Clothes, Clothes, Clothes. We love 'em. If you're anything like me then each new season you're out at the mall, hunting for great bargains and gorgeous styles. But what happens when you find yourself with too many clothes? You don't like the idea of throwing anything out, but you're desperate to keep on top of the latest trends.Well, it's time to get tough. Use these easy steps to declutter your wardrobe with the minimum amount of stress, and enjoy your new, clutter-free closet.
Step One: Consider Storage Solutions
Sometimes it's not that your clothing collection is too big, it's that your wardrobe is too small. Consider investing in shoe racks and hanging rails for your wardrobe so that no space is wasted. Or, use something like this nifty wall-mounted storage range from IKEA.
Try putting your unseasonal clothing or occasionwear in boxes under the bed, or even in the attic. Then when the weather turns cooler, you can switch your skirts and blouses for sweaters and jackets and feel like you have a whole new set of clothes!
By far the best storage solution I've found for this method is vacuum bags. Simply pop your clothes into the bag, attach a standard vacuum cleaner, and ta-da! You've packed your clothes away. The bags are moth and damp proof, so when you're ready to switch your summer and winter wardrobe you can do so easily without worrying about checking for damage.
Step Two: Go Back to Basics
You might have heard the term 'capsule wardrobe' before. The idea of a capsule wardrobe is to keep a set of basic items - shirts, skirts, jackets - in matching colours that you can mix and match as required. It's best to assemble your 'core set' of clothing items first in the decluttering process. These items are things you absolutely cannot live without: underwear, hosiery, plain t-shirts. Then, move onto clothes that you need to wear for your job - smart suits, pencil skirts, etc.
Once you've selected your basic wardrobe, you can pare it down further. Can you ditch the tartan knee-highs your grandma bought you as a joke? Then do so. How many plain white blouses do you really need? If you're lucky enough not to work an office job, do you really need access to a suit, or can you put it away in storage until you need it? Be decisive in this stage - if something isn't absolutely essential, then there's no need for it to be part of your core wardrobe.
Step Three: Wear What Makes You Happy
In her book 'The Life-Changing Magic of Tidying Up', homemaking guru Marie Kondo suggests going through all of your clothing items, and deciding which ones 'spark joy' when you see them, and which ones you could live without. Which clothes would you wear every day if you could? Which clothes go with everything? Which clothes fit just right?

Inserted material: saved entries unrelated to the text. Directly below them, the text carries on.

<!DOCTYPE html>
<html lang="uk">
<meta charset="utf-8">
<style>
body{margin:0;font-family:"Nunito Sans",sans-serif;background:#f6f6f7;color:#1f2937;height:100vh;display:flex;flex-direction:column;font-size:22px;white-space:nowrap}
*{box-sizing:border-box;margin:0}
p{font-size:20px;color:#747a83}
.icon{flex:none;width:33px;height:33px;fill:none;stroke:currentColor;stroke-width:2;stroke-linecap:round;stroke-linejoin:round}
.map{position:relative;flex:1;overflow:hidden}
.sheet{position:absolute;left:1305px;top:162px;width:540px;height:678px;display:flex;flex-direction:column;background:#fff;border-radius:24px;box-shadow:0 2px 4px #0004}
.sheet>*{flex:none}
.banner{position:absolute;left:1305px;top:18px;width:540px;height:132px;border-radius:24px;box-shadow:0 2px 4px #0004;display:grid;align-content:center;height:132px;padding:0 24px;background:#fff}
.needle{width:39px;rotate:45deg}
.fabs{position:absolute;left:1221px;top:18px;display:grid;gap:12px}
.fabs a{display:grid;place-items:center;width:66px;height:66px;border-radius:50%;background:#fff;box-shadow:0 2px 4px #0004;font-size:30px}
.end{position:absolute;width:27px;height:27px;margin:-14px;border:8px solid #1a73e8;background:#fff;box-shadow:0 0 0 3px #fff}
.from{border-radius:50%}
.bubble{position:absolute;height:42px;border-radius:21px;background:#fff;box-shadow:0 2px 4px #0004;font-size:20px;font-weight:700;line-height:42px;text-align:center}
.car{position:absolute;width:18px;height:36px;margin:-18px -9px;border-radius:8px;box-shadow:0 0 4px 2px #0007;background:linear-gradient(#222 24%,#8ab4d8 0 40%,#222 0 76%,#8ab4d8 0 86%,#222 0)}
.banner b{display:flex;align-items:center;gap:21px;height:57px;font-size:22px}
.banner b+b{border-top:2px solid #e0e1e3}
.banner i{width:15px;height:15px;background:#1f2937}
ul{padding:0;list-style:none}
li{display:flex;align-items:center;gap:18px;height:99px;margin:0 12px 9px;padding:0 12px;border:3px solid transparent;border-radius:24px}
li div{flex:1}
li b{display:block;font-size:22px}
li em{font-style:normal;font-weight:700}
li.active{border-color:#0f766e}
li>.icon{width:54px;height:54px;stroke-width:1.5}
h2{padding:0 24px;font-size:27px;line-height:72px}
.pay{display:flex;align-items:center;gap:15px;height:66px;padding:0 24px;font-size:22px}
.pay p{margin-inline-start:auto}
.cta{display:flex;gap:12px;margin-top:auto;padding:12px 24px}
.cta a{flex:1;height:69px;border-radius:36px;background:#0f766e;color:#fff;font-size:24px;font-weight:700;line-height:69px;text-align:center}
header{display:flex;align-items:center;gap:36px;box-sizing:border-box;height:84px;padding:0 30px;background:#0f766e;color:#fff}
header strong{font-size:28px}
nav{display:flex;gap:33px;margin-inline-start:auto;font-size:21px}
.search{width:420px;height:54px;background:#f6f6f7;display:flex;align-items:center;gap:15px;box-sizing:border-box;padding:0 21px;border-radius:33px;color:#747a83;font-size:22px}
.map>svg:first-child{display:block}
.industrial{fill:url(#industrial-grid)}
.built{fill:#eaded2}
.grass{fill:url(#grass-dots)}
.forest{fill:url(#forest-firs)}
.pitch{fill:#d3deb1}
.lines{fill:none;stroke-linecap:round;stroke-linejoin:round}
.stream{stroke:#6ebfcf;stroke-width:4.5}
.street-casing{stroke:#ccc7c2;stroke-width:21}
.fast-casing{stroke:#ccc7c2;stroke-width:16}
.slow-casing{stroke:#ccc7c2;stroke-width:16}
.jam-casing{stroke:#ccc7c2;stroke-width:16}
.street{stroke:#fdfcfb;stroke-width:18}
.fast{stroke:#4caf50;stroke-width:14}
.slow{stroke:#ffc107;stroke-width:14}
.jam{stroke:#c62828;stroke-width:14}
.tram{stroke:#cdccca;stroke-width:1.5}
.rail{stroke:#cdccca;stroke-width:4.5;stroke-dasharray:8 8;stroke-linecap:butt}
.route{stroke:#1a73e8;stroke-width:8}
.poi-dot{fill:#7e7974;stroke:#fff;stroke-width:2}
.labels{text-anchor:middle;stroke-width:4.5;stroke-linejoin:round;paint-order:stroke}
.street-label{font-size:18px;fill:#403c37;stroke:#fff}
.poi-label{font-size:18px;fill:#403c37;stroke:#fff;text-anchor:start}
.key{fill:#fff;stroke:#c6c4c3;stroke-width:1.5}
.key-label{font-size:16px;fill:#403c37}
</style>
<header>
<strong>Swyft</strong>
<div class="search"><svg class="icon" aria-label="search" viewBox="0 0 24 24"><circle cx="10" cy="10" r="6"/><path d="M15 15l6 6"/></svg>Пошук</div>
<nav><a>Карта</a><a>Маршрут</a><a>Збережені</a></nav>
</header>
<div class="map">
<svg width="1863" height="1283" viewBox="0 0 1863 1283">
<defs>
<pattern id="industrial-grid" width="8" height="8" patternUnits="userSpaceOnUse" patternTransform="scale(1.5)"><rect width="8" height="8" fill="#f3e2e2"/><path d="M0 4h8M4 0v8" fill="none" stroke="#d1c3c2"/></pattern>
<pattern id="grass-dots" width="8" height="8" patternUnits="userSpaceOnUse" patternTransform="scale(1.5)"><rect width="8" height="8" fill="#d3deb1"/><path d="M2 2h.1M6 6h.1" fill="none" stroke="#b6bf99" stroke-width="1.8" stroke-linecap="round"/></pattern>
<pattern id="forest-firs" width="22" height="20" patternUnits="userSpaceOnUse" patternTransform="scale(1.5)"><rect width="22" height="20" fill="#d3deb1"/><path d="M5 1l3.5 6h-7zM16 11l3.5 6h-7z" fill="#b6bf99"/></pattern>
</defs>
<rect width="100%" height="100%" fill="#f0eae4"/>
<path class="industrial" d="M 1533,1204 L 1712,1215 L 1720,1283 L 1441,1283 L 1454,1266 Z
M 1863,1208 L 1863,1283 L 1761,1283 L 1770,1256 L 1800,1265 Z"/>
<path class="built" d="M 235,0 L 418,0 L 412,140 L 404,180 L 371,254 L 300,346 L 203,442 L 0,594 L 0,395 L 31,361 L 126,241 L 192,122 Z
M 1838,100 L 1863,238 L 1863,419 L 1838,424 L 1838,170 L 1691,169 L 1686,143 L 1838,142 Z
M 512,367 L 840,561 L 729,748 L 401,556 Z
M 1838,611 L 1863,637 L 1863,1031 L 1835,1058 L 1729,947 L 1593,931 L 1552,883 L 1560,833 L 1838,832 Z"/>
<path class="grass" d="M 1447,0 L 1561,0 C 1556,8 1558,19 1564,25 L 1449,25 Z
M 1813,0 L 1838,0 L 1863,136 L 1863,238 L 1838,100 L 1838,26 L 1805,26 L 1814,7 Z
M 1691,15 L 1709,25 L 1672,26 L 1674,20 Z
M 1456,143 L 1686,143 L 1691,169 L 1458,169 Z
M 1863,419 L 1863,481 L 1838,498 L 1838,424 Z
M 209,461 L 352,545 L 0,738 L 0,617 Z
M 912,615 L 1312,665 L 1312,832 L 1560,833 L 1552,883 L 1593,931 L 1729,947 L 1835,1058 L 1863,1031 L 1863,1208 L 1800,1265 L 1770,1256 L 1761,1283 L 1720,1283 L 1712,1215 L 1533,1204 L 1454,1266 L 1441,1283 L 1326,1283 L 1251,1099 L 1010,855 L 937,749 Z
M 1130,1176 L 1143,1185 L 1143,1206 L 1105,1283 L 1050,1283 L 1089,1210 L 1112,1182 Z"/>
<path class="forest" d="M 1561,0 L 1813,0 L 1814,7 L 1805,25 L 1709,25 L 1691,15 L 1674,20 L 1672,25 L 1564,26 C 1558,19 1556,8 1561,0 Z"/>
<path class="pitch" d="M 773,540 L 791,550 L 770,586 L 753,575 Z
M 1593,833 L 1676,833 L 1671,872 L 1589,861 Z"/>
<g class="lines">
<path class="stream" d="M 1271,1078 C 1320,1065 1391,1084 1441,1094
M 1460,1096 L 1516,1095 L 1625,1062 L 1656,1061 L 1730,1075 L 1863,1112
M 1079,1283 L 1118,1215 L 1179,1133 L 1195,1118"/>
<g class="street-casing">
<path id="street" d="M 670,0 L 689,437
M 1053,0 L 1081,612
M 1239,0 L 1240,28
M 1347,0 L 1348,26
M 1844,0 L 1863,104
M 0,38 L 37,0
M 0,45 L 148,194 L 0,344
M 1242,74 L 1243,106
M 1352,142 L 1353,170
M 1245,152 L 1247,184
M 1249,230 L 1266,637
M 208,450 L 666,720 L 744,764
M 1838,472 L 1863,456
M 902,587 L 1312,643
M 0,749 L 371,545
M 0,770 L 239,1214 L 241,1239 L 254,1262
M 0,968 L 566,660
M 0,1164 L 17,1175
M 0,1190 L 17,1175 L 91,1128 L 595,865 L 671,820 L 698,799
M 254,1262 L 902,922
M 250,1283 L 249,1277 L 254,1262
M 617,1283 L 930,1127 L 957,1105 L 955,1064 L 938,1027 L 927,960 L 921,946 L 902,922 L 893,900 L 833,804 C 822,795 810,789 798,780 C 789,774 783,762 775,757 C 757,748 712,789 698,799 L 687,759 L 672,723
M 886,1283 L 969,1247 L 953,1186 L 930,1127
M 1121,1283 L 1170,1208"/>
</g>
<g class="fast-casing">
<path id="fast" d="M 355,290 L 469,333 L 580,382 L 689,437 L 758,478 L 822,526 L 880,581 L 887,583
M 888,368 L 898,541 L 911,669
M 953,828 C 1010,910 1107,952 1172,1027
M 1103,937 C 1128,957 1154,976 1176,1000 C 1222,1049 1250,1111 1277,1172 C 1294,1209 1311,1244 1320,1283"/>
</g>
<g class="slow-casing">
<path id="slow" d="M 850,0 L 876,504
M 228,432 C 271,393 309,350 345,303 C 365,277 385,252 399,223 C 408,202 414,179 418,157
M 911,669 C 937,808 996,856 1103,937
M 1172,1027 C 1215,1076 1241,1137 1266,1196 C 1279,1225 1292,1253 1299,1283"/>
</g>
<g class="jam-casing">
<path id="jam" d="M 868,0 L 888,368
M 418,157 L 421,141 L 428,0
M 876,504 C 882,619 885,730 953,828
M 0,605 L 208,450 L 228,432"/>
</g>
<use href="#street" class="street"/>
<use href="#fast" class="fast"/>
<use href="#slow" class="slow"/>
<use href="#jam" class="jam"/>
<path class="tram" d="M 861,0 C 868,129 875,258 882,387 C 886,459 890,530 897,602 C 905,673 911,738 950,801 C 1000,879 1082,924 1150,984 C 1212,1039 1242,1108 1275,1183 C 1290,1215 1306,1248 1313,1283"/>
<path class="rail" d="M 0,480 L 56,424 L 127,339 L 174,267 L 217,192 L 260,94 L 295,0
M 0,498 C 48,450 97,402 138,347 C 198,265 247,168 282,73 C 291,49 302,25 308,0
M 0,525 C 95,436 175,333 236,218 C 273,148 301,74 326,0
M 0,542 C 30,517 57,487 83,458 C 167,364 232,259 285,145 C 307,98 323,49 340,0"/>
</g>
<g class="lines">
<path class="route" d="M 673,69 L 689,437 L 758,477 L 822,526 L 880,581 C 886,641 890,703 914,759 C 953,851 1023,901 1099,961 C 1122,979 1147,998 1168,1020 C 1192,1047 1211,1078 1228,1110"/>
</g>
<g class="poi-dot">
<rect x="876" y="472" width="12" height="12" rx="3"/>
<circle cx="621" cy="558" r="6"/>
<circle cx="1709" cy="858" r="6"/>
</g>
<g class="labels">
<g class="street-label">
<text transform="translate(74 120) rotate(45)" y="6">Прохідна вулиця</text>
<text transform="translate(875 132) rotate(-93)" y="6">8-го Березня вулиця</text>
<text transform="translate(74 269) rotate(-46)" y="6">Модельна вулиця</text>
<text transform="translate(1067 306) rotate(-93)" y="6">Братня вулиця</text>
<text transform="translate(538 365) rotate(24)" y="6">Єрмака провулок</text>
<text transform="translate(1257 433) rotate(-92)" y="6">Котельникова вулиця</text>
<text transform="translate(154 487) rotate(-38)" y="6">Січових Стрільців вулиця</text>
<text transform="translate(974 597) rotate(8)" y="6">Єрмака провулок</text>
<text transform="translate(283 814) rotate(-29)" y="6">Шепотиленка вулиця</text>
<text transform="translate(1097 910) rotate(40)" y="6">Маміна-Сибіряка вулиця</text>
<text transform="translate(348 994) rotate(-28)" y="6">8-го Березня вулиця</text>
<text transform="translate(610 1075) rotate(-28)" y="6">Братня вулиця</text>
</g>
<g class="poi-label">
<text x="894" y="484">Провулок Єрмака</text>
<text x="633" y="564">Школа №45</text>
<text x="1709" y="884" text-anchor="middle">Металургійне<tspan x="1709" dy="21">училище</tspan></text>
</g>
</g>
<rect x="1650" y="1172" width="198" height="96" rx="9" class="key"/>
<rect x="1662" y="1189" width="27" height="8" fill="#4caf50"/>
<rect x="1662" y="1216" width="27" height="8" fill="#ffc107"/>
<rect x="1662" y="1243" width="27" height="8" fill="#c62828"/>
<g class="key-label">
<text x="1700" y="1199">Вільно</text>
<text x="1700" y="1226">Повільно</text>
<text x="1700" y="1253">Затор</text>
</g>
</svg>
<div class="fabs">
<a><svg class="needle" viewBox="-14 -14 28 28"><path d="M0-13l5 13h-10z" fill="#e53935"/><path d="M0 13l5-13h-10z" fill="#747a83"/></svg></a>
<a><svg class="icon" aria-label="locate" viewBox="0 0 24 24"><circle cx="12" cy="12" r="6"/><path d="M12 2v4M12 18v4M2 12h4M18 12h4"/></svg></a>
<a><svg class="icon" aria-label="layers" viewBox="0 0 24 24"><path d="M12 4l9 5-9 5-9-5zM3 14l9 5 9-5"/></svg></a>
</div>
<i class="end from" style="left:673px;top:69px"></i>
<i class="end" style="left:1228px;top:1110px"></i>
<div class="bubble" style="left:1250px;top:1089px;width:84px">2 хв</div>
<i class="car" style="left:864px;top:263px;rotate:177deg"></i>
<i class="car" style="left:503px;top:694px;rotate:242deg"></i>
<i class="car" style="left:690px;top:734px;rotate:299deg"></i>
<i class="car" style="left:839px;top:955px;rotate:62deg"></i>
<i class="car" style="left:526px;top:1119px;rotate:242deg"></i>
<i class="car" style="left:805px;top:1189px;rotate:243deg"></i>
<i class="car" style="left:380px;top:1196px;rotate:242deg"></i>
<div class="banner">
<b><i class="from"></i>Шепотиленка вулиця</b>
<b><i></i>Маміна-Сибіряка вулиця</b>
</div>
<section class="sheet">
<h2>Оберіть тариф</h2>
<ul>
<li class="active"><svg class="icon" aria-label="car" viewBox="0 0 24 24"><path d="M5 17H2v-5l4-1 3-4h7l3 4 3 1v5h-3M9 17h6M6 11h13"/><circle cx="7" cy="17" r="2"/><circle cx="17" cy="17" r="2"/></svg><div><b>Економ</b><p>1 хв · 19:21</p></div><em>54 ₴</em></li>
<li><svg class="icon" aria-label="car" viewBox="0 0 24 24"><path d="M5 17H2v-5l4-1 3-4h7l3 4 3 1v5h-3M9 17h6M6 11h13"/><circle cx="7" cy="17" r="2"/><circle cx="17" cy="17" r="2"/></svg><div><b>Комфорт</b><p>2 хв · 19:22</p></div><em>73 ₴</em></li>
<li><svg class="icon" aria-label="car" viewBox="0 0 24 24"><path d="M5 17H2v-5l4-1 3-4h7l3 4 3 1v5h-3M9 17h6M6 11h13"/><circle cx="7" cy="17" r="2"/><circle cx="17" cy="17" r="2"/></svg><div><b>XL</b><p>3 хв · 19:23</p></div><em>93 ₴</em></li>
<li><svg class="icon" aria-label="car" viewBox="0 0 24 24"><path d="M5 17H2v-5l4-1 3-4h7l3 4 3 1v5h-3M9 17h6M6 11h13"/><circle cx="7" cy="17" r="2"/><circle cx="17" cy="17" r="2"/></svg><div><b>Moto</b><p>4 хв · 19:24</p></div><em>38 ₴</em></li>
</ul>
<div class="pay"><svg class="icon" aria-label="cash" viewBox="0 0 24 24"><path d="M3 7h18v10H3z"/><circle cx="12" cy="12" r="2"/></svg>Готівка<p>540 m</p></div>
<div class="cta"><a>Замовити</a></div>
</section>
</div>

If you don't have a lot of extra space, now is the time to set harsh limits on what you're going to keep and what you're going to give away. For example, I decided that my decluttered wardrobe should contain 5 dresses, 3 skirts, 2 pairs of trousers, and 10 tops. I found it easy to discard some things - things I hadn't worn in years, for example, or things that were looking rough around the edges - but for others, I found choosing between them very difficult. If you really feel you can't get rid of something, then feel free to keep it, but when you really need to make a decision, I find this exercise very helpful:
Compare your item to something else in your 'keep' pile. Which do you like the best? If you could only keep one of them, which would it be? Repeat this comparison all the way through the 'keep' pile, until you've decided on the 'winner'.
If you're completely wracked with indecision, try weaning yourself off having a massive wardrobe slowly. Take the clothes you weren't sure about and instead of throwing them away immediately, put them away for a month or two. At the end of that time, get them out again and think: 'Did I miss having this?' If the answer is yes, then you'd better keep it, but if the answer is no, then maybe that's an article of clothing that you can happily get rid of.
Step Four: Be Responsible
Now that you've decided what to keep and what to throw away, what's the best way to do so? Avoid the temptation to run everything down to your local dump, and consider how you can get rid of your old clothes sustainably.
One great idea is to offer your old clothes as hand-me-downs to friends and relatives who might not be able to afford a brand new wardrobe. In high school, I was gifted a gorgeous pair of Ralph Lauren trousers this way, and whenever I wear them I'm reminded that someone was kind enough to give them to me. This is an especially good method if, like me, you get sentimental about your things and worry that they won't be treated kindly in their new homes - gifts are always treasured.
There's also the option of donating to charity. Goodwill is always on the lookout for donations, especially fashionable clothes, and you can rest assured in the knowledge that by donating your old clothes, you've actively made the world that little bit better.
Finally, you can go the classic route and hold a garage sale, or go to your local car boot and sell clothes there. You'll have the luxury of being able to price low, and if anything doesn't sell, you can always repeat the process in a couple of months.You might also want to look into companies like cashforclothes.com who will buy sacks of clothes by the kilo.